Useful entries show:
- description,
- owner,
- classification,
- lineage,
- quality,
- freshness,
- access path,
- and approved use.
A catalog with stale metadata loses trust.
Acceptable use
Technically available data may not be appropriate for every purpose.
Examples:
- support notes used for employee ranking,
- location used for unrelated advertising,
- health data used without consent.
Governance reviews purpose, fairness, legal basis, and user expectation.
Data sharing
Before internal or external sharing, define:
- recipient,
- purpose,
- minimum fields,
- transfer method,
- retention,
- onward sharing,
- and deletion.
Contracts and technical controls should agree.
Third parties
Vendors processing data need:
- due diligence,
- approved scope,
- security requirements,
- subprocessor visibility,
- incident obligations,
- and exit or deletion evidence.
Provider convenience does not transfer organizational accountability.
Correction and dispute
People and teams need a path to report incorrect data.
Correction may need to propagate through:
- source,
- derived tables,
- reports,
- models,
- and exports.
Lineage identifies affected copies.
Governance council
Cross-functional governance may include:
- product,
- engineering,
- security,
- privacy,
- legal,
- analytics,
- and affected business teams.
The group should resolve decisions and exceptions, not become an approval bottleneck for ordinary low-risk work.
Exceptions
Policies need a controlled exception path for urgent, unusual, or legacy situations.
An exception records scope, owner, rationale, compensating controls, expiry, and review.
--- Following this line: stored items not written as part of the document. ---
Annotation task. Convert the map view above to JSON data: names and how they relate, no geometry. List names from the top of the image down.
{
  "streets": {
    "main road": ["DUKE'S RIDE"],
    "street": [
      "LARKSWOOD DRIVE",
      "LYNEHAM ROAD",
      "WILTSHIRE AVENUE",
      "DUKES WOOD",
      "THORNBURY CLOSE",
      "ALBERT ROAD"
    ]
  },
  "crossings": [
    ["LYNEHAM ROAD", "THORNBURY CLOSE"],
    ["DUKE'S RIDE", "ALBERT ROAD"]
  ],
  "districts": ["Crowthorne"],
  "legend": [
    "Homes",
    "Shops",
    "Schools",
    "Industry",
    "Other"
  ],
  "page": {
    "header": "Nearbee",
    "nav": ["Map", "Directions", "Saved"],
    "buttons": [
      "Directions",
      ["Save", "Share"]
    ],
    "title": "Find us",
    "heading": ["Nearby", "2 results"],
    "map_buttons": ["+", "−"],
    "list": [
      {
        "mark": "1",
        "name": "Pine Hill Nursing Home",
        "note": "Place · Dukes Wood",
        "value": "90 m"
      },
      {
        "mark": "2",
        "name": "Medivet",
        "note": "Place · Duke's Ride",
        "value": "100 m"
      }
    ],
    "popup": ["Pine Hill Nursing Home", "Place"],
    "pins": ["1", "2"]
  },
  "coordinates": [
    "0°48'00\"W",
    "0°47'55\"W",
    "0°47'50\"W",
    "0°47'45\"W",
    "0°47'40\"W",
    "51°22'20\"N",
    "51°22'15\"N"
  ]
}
Permanent undocumented exceptions create a second shadow policy that is impossible to audit.
Federated governance
Central teams can define common classifications, identity, retention mechanisms, and interoperability standards while domain teams own local meaning and quality.
This federated model avoids one central bottleneck without allowing every team to redefine customer, currency, or privacy independently.
Policy enforcement
Turn policy into practical controls:
- role templates,
- automated retention,
- classification labels,
- masked views,
- quality checks,
- and audit.
Manual documents alone do not scale.
Metrics
Measure:
- ownership coverage,
- access-review completion,
- quality incidents,
- stale catalog entries,
- overdue deletion,
- and exception age.
Avoid rewarding number of policies instead of reduced risk and improved trust.
Governance user experience
Make the compliant path easy:
- searchable catalog,
- standard access request,
- approved masked views,
- automated expiry,
- clear denial reason,
- and visible data owner.
When legitimate access takes weeks, users create spreadsheets and unmanaged exports that weaken governance.
Knowledge check
- How do data owner, steward, and technical custodian differ?
- Why does a business glossary matter?
- Which copies must retention policy address?
- What does acceptable-use governance add beyond access control?
- How can policy become operational rather than documentary?
The one idea to remember
Data governance gives important information a clear meaning, owner, access purpose, quality expectation, retention rule, lineage, and correction path. It succeeds when policy becomes usable tooling and accountable decisions throughout the data lifecycle.